02, foto yang diambil oleh Wartawan Aksara INTimes.id
“Kondisi perpus saat ini mengkhawatirkan di samping bangunannya sdh tua jg sdh hampir runtuh.. sehingga masyarakat terutama anak2 kita kuatir bahkan sebagian besar enggan masuk perpust… apalagi isinya jg belum sepenuhnya lengkap…” tulisnya dalam pesan WhatsApp pada pukul 20.08 WITA, jum’at (23/8).
Fahidin menambahkan, sampai saat ini dan ke depannya nanti, ia dan kawan-kawan fraksinya akan tetap menyuarakan mengenai perbaikan perpustakaan daerah.
Di lain pihak, informasi dari Kepala Dinas Perpustakaan dan Kearsipan, A. Baso Maskur, berbanding terbalik dengan yang telah diperoleh sebelumnya. Menurutnya, perpustakaan daerah masih berfungsi dengan baik. Meskipun mengakui sejak kepindahan kampus Muhammadiyah ke pinggiran kota cukup mengurangi jumlah pengunjung, namun mereka masih menerima kunjungan hingga 200 orang perhari.
“Semenjak kampus Unismuh bergeser ke luar kota agak jauh, sedikit memang kami rasakan menurun (jumlah pengunjung. red), Bu, mungkin tiap hari itu, ya kadang hampir dua ratuslah,” kata A. Baso saat dihubungi tim AksaraINTimes.id pada jum’at (23/8).
Anggaran dan Alternatif
Jika keterangan Fahidin HDK sebelumnya mengatakan pengajuan perbaikan perpustakaan daerah hingga saat ini sama sekali tidak digubris pemerintah daerah, A. Baso Maskur justru mengatakan gedung yang mereka tempati kini dalam proses renovasi.
Menurut Kadis tersebut, akhir agustus ini perbaikan segera dilaksanakan dan akan selesai sebelum november.
“Kita buru tahun anggaran, supaya kita tidak, ini, tidak terlambat urusan dananya,” lanjut A. Baso.
Saat ini, untuk perbaikan gedung, pihak Perpustakaan masih mengandalkan anggaran daerah, begitu pula dengan pengadaan buku. Keterangan dari Sekretaris DPK, Amri, juga membenarkan hal tersebut. Menurutnya, saat ini untuk pengadaan, mereka sudah merampungkannya.
Amri membeberkan, saat ini Dinas Perpustakaan Daerah juga mengelola perpustakaan keliling dan motor pintar, masing-masing diperuntukkan untuk wilayah kecamatan dan kota. A. Baso menambahkan, layanan bergerak mereka sudah beroperasi sejak 2014. Selain itu, mereka juga memiliki sekitar 80 rumah baca dan taman baca.

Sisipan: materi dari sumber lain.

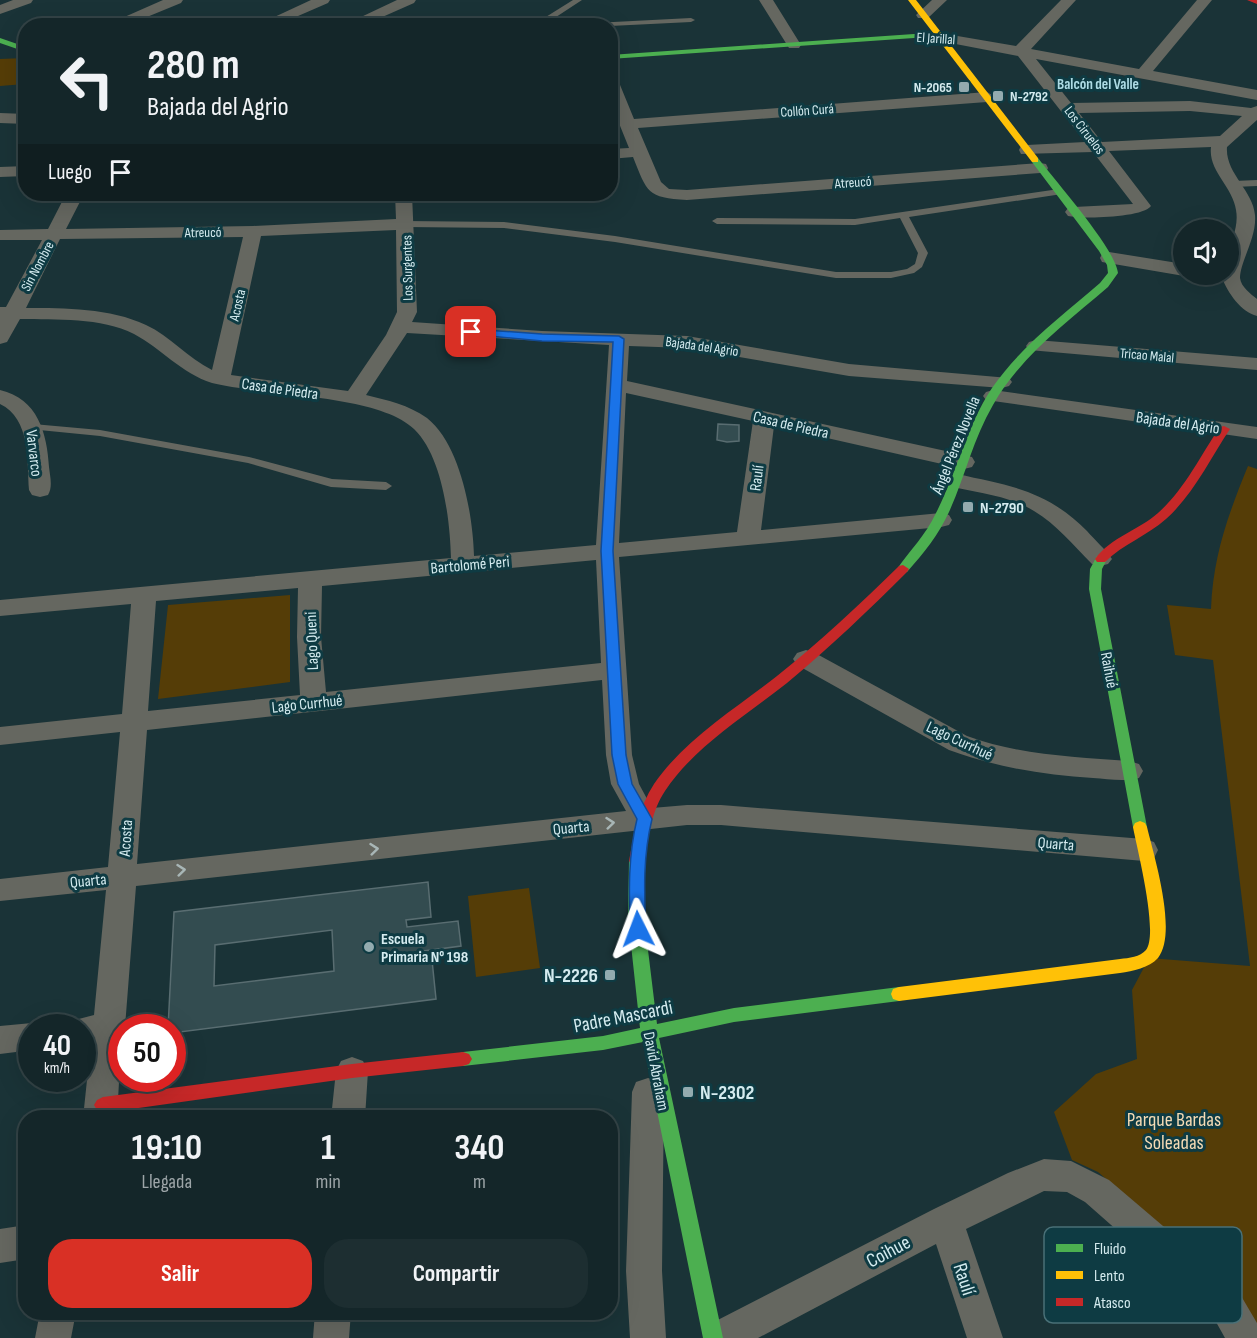 <!DOCTYPE html>
<html lang="es">
<head>
<meta charset="utf-8">
<style>
  :root { --surface:#142629; --page:#1d2e31; --text:#f1f3f6; --muted:#9da5a8; --line:#334346; --accent:#d93025 }
  body { margin:0; font-family:"Sofia Sans Condensed",sans-serif; background:var(--page); color:var(--text); height:100vh; display:flex; flex-direction:column; font-size:22px; white-space:nowrap }
  * { box-sizing:border-box; margin:0 }
  p { font-size:20px; color:var(--muted) }
  .icon { flex:none; width:33px; height:33px; fill:none; stroke:currentColor; stroke-width:2; stroke-linecap:round; stroke-linejoin:round }
  .map { position:relative; flex:1; overflow:hidden }
  .panel { position:absolute; left:18px; top:1110px; width:600px; height:210px; display:flex; flex-direction:column; background:var(--surface); border-radius:24px; box-shadow:0 6px 24px #0002,0 0 0 2px var(--line) }
  .panel>* { flex:none }
  .hud { position:absolute; left:18px; top:18px; width:600px; height:183px; border-radius:24px; box-shadow:0 6px 24px #0002,0 0 0 2px var(--line); background:#142629; color:var(--text); overflow:hidden }
  .controls { position:absolute; left:1173px; top:219px; display:grid; gap:12px }
  .controls a { display:grid; place-items:center; width:66px; height:66px; border-radius:50%; background:var(--surface); box-shadow:0 6px 24px #0002,0 0 0 2px var(--line); font-size:30px }
  .speed { position:absolute; left:18px; top:1014px; display:flex; gap:12px; font-size:30px; font-weight:700; text-align:center }
  .speed>* { display:grid; place-content:center; width:78px; height:78px; border-radius:50%; background:var(--surface); box-shadow:0 6px 24px #0002,0 0 0 2px var(--line); line-height:1 }
  .speed small { font-size:15px; font-weight:400 }
  .speed .limit { border:9px solid #d22; background:#fff; color:#111 }
  .pin { position:absolute; display:grid; place-items:center; width:51px; height:51px; color:#fff; margin:-26px; border-radius:12px; box-shadow:0 3px 9px #0006 }
  .me { position:absolute; width:66px; margin:-33px; rotate:357deg; stroke-linejoin:round; filter:drop-shadow(0 0 4px #0008) }
  .turn { display:flex; align-items:center; gap:21px; height:126px; padding:0 30px; font-size:27px }
  .turn .icon { width:78px; height:78px; stroke-width:2.5 }
  .turn b { display:block; font-size:42px; line-height:51px }
  .then { display:flex; align-items:center; height:57px; padding:0 30px; background:#0003; gap:12px; font-size:22px }
  .eta { display:flex; justify-content:space-evenly; align-items:center; height:102px; text-align:center }
  .eta b { font-size:36px; font-weight:700; line-height:42px }
  .primary-button { display:flex; gap:12px; margin-top:auto; padding:12px 30px }
  .primary-button a { flex:1; height:69px; border-radius:24px; background:var(--accent); color:#fff; font-size:24px; font-weight:700; line-height:69px; text-align:center }
  .primary-button a+a { background:var(--page); color:var(--text) }
  .map>svg:first-child { display:block }
</style>
</head>
<body>
<div class="map">
<svg width="1257" height="1338" viewBox="0 0 1257 1338">
  <rect width="100%" height="100%" fill="#1a3337"/>
  <path fill="#553d07" d="M25 58V84L0 86V59Z
    M1248 466 1257 469V1332L1219 1276 1098 1172 1072 1160 1054 1112 1096 1074 1137 1059 1132 990 1149 958 1250 966 1213 660 1175 655 1167 605 1211 609C1213 556 1228 515 1248 466Z
    M290 595V682L158 699 168 605Z
    M529 888 540 968 476 977 468 896Z"/>
  <path fill="#334c50" stroke="#596d71" stroke-width="1.5" fill-rule="evenodd" d="M718 424 739 425V441L727 442 717 440Z
    M428 882 431 917 406 920 407 927 458 921 461 946 409 953 410 963 432 960 436 999 172 1033V1028H168L174 912ZM332 930 334 971 214 986 215 945Z"/>
  <g fill="none" stroke-linecap="round" stroke-linejoin="round">
    <path fill="#656760" fill-rule="evenodd" d="M573 0H582L553 19 594 23 691 18 695 20 691 22 610 26 541 24V20Z
      M1257 180V186L1234 187 1229 184 1234 181Z
      M1059 189 1062 190V194L909 217 928 253 922 267 914 273 891 278H836L615 242 504 228 405 227 400 224 405 221 504 222 615 236 836 272H891L907 269 915 264 918 253 900 218 855 225 717 224 712 221 717 218 855 219Z
      M33 424 100 430 249 457 332 479 386 482 392 486 386 490 331 487 248 463 100 436 29 429 27 427Z"/>
    <path fill="#656760" fill-rule="evenodd" d="M13 0H33L31 3 0 14V5Z
      M163 0H183L181 3 125 26H104Z
      M311 0H330L328 3 275 26H255Z
      M397 0H416L414 3 362 26H342Z
      M759 0H773L801 45 799 48H789Z
      M932 0H947L928 18H918L916 15Z
      M1061 0H1076L1031 49 1139 69 1197 0H1212L1153 71 1257 90V100L1036 59 1071 103 1190 101 1251 108 1257 106V120L1227 147C1225 173 1253 190 1255 215 1257 237 1240 262 1240 278 1241 287 1251 294 1257 299V316C1241 312 1228 293 1222 278L1223 274H1228C1228 269 1228 262 1228 256 1231 240 1239 227 1236 210 1233 187 1208 171 1211 147L1109 151 1151 206C1142 218 1082 219 1068 216L1065 212 1068 208 1074 207 1133 204 1093 152 1021 154 1019 150 1021 146 1027 145 1085 142 1018 56 940 41 933 37 940 33 1016 46ZM1190 111 1242 116 1220 136 1102 142 1079 113Z
      M610 75 618 80 634 119 987 92 995 97 987 102 638 128 661 182 669 189 687 190 1040 163 1046 164 1048 168 1046 172 1040 173 687 200C647 198 647 192 633 157L610 159V149L629 148 610 101Z
      M0 113 26 114V124L0 123Z
      M26 166V176L0 177V167Z
      M66 194H84L66 229 253 226 396 219 395 194H412L417 312 412 322 542 331 687 336 849 364 1009 378 1012 382 1009 386 1002 388 849 376 687 348 629 346 627 381 964 455 972 457 975 462 972 467 964 469 774 426 761 530 941 513 949 515 952 520 949 525 941 527 619 557 632 755 639 784 652 808 687 805H721L1144 839 1154 842 1158 850 1154 858 1144 861 721 825H687L136 886 125 1027 122 1028 117 1118H83L91 1042 82 1043V1028H67L71 1021 94 1015 106 890 0 901V879L108 867 120 732 0 745V727L122 714 131 604 0 616V600L451 558C450 521 443 457 414 429 378 394 263 396 212 383 181 373 162 349 134 334 101 317 56 320 20 319L7 342 0 344V307H6L42 240H0V230L48 229ZM396 230 397 312 386 335 348 391 231 375 261 236ZM243 237 212 370C188 358 170 336 146 325 110 308 65 308 26 308L60 239ZM407 333 609 345 596 545 474 556C473 516 461 445 427 418 409 405 387 400 366 395ZM626 393 753 421 737 532 619 543ZM596 560 601 663 326 692 321 637 322 586ZM298 588 297 637 300 695 148 711 156 601ZM602 680 606 755 611 784 626 811 137 864 147 730Z
      M1109 252 1184 264V274H1188L1184 276 1102 262 1100 258 1102 254Z
      M1036 340 1257 358V370L1029 350 1026 346 1029 342Z
      M0 390C38 399 47 433 49 467 50 476 53 487 48 495L40 497 32 495 29 490C27 461 31 419 0 404Z
      M993 390 1257 427V439L986 400 983 396 986 392Z
      M957 474C1011 486 1046 490 1087 531 1095 540 1105 549 1112 559L1108 564 1100 566 1092 564C1073 545 1056 524 1034 511 1008 495 977 493 949 486L946 481 949 476Z
      M806 650 815 653 967 736C1019 755 1074 757 1129 761L1139 764 1143 771 1139 778C1124 782 1108 779 1093 778 1043 775 996 767 949 750L797 665 793 659 797 653Z
      M32 1023 44 1028H32V1050L0 1054V1026Z
      M352 1057 363 1061 368 1071 365 1118H331L336 1071 341 1061Z
      M648 1078 660 1082 664 1092 662 1271 666 1338H630L626 1271 632 1092 636 1082Z
      M1044 1159 1071 1161 1109 1180 1237 1289 1257 1323V1338H1225L1211 1313 1085 1202 1067 1192 1044 1191 966 1229 1003 1338H967L936 1244 758 1338H703L708 1325 934 1209 1008 1173Z
      M26 1225V1259L0 1263V1229Z
      M40 1312H76L71 1338H35Z
      M315 1312H351L349 1338H313Z"/>
    <path fill="#4caf50" fill-rule="evenodd" d="M914 34 940 35 944 37 940 39 914 38 610 59V55Z
      M0 38 26 47V52L0 43Z
      M1032 158H1038C1056 182 1115 248 1118 273L1108 287C1066 323 1020 357 993 405 973 439 965 477 949 512 939 534 924 553 907 572H899L897 569C911 549 925 536 936 513 957 472 966 427 992 388 1021 346 1063 315 1100 283L1108 273 1107 265 1099 251 1032 162Z
      M1101 555 1107 559 1102 569 1101 589 1147 827 1145 831H1135L1133 827 1089 589 1090 569 1097 556Z
      M637 855 642 857 645 861 644 917 657 1024 734 1008 899 987 905 989 907 994 905 999 899 1001 734 1022 659 1038 723 1338H703L643 1042 603 1050 463 1066 457 1064 454 1059 457 1054 463 1052 603 1036 640 1028 628 917 629 861 632 857Z"/>
    <path fill="#ffc107" fill-rule="evenodd" d="M908 0H916L1038 158V162H1032Z
      M1140 821 1145 823 1147 827C1154 856 1178 933 1158 958 1149 968 1133 971 1120 973L899 1001 893 999 891 994 893 989 899 987 1120 959C1129 958 1140 957 1146 950 1159 933 1137 849 1133 827L1135 823Z"/>
    <path fill="#c62828" fill-rule="evenodd" d="M1247 0H1257V4Z
      M1224 426 1230 429C1210 459 1193 495 1166 519 1147 536 1123 544 1105 562H1097L1095 559C1111 537 1139 530 1158 513 1185 489 1200 456 1220 427Z
      M903 565 909 569 907 572C869 610 829 648 787 683 745 716 695 746 665 791 651 812 648 838 645 861L642 865 637 867 632 865 629 861C634 834 639 807 654 784 685 739 735 709 777 676 820 642 860 604 899 566Z
      M463 1052 469 1054 472 1059 469 1064 463 1066 352 1078 103 1113 97 1110 94 1105 97 1100 103 1097 352 1064Z"/>
  </g>
  <defs><path id="oneway-chevron" d="M-2-3.5L2.5 0L-2 3.5" fill="none" stroke-width="1.6" stroke-linecap="round" stroke-linejoin="round" transform="scale(1.5)"/></defs>
  <g stroke="#a8b6b6">
    <use href="#oneway-chevron" transform="translate(610 823) rotate(-6)"/>
    <use href="#oneway-chevron" transform="translate(374 849) rotate(-6)"/>
    <use href="#oneway-chevron" transform="translate(181 870) rotate(-6)"/>
  </g>
  <path fill="#1a73e8" stroke="#114b97" stroke-width="1.5" d="M471 329 542 334 619 336 624 339 613 551 626 755 632 784 652 819C643 856 644 891 646 929L644 933 638 935 633 933 630 929C629 891 628 856 637 819L618 784 612 755 601 551 613 342 542 341 468 334V330Z"/>
  <g fill="#93abaf" stroke="#0e3b43" stroke-width="2">
    <rect x="958" y="81" width="12" height="12" rx="3"/>
    <rect x="992" y="90" width="12" height="12" rx="3"/>
    <rect x="962" y="501" width="12" height="12" rx="3"/>
    <circle cx="369" cy="947" r="6"/>
    <rect x="604" y="969" width="12" height="12" rx="3"/>
    <rect x="682" y="1086" width="12" height="12" rx="3"/>
  </g>
  <g text-anchor="middle" stroke-width="6" stroke-linejoin="round" paint-order="stroke">
    <g font-size="14" fill="#d4ebef" stroke="#0e3b43">
      <text transform="translate(936 38) rotate(4)" y="5">El Jarillal</text>
      <text transform="translate(807 110) rotate(-4)" y="5">Collón Curá</text>
      <text transform="translate(1085 130) rotate(52)" y="5">Los Ciruelos</text>
      <text transform="translate(853 182) rotate(-4)" y="5">Atreucó</text>
      <text transform="translate(203 232) rotate(-1)" y="5">Atreucó</text>
      <text transform="translate(37 266) rotate(-62)" y="5">Sin Nombre</text>
      <text transform="translate(407 268) rotate(-91)" y="5">Los Surgentes</text>
      <text transform="translate(237 305) rotate(-77)" y="5">Acosta</text>
      <text transform="translate(702 346) rotate(8)" y="5">Bajada del Agrio</text>
      <text transform="translate(1147 355) rotate(5)" y="5">Tricao Malal</text>
    </g>
    <g font-size="14" font-weight="bold" fill="#d4ebef" stroke="#0e3b43" text-anchor="end">
      <text x="952" y="92">N-2065</text>
      <text x="1010" y="101" text-anchor="start">N-2792</text>
    </g>
    <g font-size="15" font-weight="bold" fill="#aedce5" stroke="#0e3b43">
      <text x="1098" y="89">Balcón del Valle</text>
    </g>
    <g font-size="16" fill="#d4ebef" stroke="#0e3b43">
      <text transform="translate(280 388) rotate(8)" y="6">Casa de Piedra</text>
      <text transform="translate(1178 422) rotate(8)" y="6">Bajada del Agrio</text>
      <text transform="translate(791 424) rotate(13)" y="6">Casa de Piedra</text>
      <text transform="translate(955 445) rotate(-68)" y="6">Ángel Pérez Novella</text>
      <text transform="translate(35 453) rotate(83)" y="6">Varvarco</text>
      <text transform="translate(756 478) rotate(-83)" y="6">Raulí</text>
      <text transform="translate(470 564) rotate(-5)" y="6">Bartolomé Peri</text>
      <text transform="translate(311 641) rotate(-92)" y="6">Lago Queni</text>
      <text transform="translate(1110 670) rotate(79)" y="6">Raihué</text>
      <text transform="translate(307 703) rotate(-6)" y="6">Lago Currhué</text>
      <text transform="translate(960 740) rotate(25)" y="6">Lago Currhué</text>
      <text transform="translate(571 827) rotate(-6)" y="6">Quarta</text>
      <text transform="translate(125 838) rotate(-86)" y="6">Acosta</text>
      <text transform="translate(1056 843) rotate(5)" y="6">Quarta</text>
      <text transform="translate(88 880) rotate(-6)" y="6">Quarta</text>
      <text transform="translate(657 1071) rotate(79)" y="6">David Abraham</text>
    </g>
    <g font-size="16" font-weight="bold" fill="#d4ebef" stroke="#0e3b43" text-anchor="start">
      <text x="980" y="513">N-2790</text>
      <text x="381" y="944">Escuela<tspan x="381" dy="18">Primaria N° 198</tspan></text>
    </g>
    <g font-size="20" font-weight="bold" fill="#d4ebef" stroke="#0e3b43" text-anchor="end">
      <text x="598" y="982">N-2226</text>
      <text x="700" y="1099" text-anchor="start">N-2302</text>
    </g>
    <g font-size="20" fill="#d4ebef" stroke="#0e3b43">
      <text transform="translate(623 1016) rotate(-11)" y="7">Padre Mascardi</text>
      <text transform="translate(888 1251) rotate(-28)" y="7">Coihue</text>
      <text transform="translate(965 1279) rotate(72)" y="7">Raulí</text>
    </g>
    <g font-size="20" fill="#f5dbb5" stroke="#0e3b43">
      <text x="1174" y="1126">Parque Bardas<tspan x="1174" dy="23">Soleadas</tspan></text>
    </g>
  </g>
  <rect x="1044" y="1227" width="198" height="96" rx="9" fill="#0e3b43" stroke="#497077" stroke-width="1.5"/>
  <rect x="1056" y="1244" width="27" height="8" fill="#4caf50"/>
  <rect x="1056" y="1271" width="27" height="8" fill="#ffc107"/>
  <rect x="1056" y="1298" width="27" height="8" fill="#c62828"/>
  <g font-size="16" fill="#d4ebef">
    <text x="1094" y="1254">Fluido</text>
    <text x="1094" y="1281">Lento</text>
    <text x="1094" y="1308">Atasco</text>
  </g>
</svg>
<div class="controls">
<a><svg class="icon" aria-label="sound" viewBox="0 0 24 24"><path d="M4 9h4l5-4v14l-5-4H4zM17 9q2 3 0 6"/></svg></a>
</div>
<div class="speed"><div>40<small>km/h</small></div><div class="limit">50</div></div>
<div class="pin" style="left:471px;top:332px;background:#d93025"><svg class="icon" aria-label="arrive" viewBox="0 0 24 24"><path d="M6 21V4h12l-3 4 3 4H6"/></svg></div>
<svg class="me" style="left:638px;top:929px" viewBox="-20 -20 40 40"><path d="M0-17L14 15 0 8-14 15z" fill="#1a73e8" stroke="#fff" stroke-width="4"/></svg>
<div class="hud">
<div class="turn"><svg class="icon" aria-label="left" viewBox="0 0 24 24"><path d="M17 20v-9H6M10 6l-5 5 5 5"/></svg><div><b>280 m</b>Bajada del Agrio</div></div>
<div class="then">Luego<svg class="icon" aria-label="arrive" viewBox="0 0 24 24"><path d="M6 21V4h12l-3 4 3 4H6"/></svg></div>
</div>
<section class="panel">
<div class="eta">
<div><b>19:10</b><p>Llegada</p></div>
<div><b>1</b><p>min</p></div>
<div><b>340</b><p>m</p></div>
</div>
<div class="primary-button"><a>Salir</a><a>Compartir</a></div>
</section>
</div>
</body>
</html>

Meski mengelola rumah dan taman baca, sayangnya untuk anggaran, keduanya tidak termasuk dalam anggaran DPK melainkan mandiri. Hal ini menimbulkan pertanyaan baru: jika Perpustakaan Daerah masih berfungsi dengan baik dan minat baca masyarakat masih tinggi, mengapa DPK merasa perlu mengelola sebuah taman baca yang, secara strategis, masih berada di sekitar wilayah perpustakaan?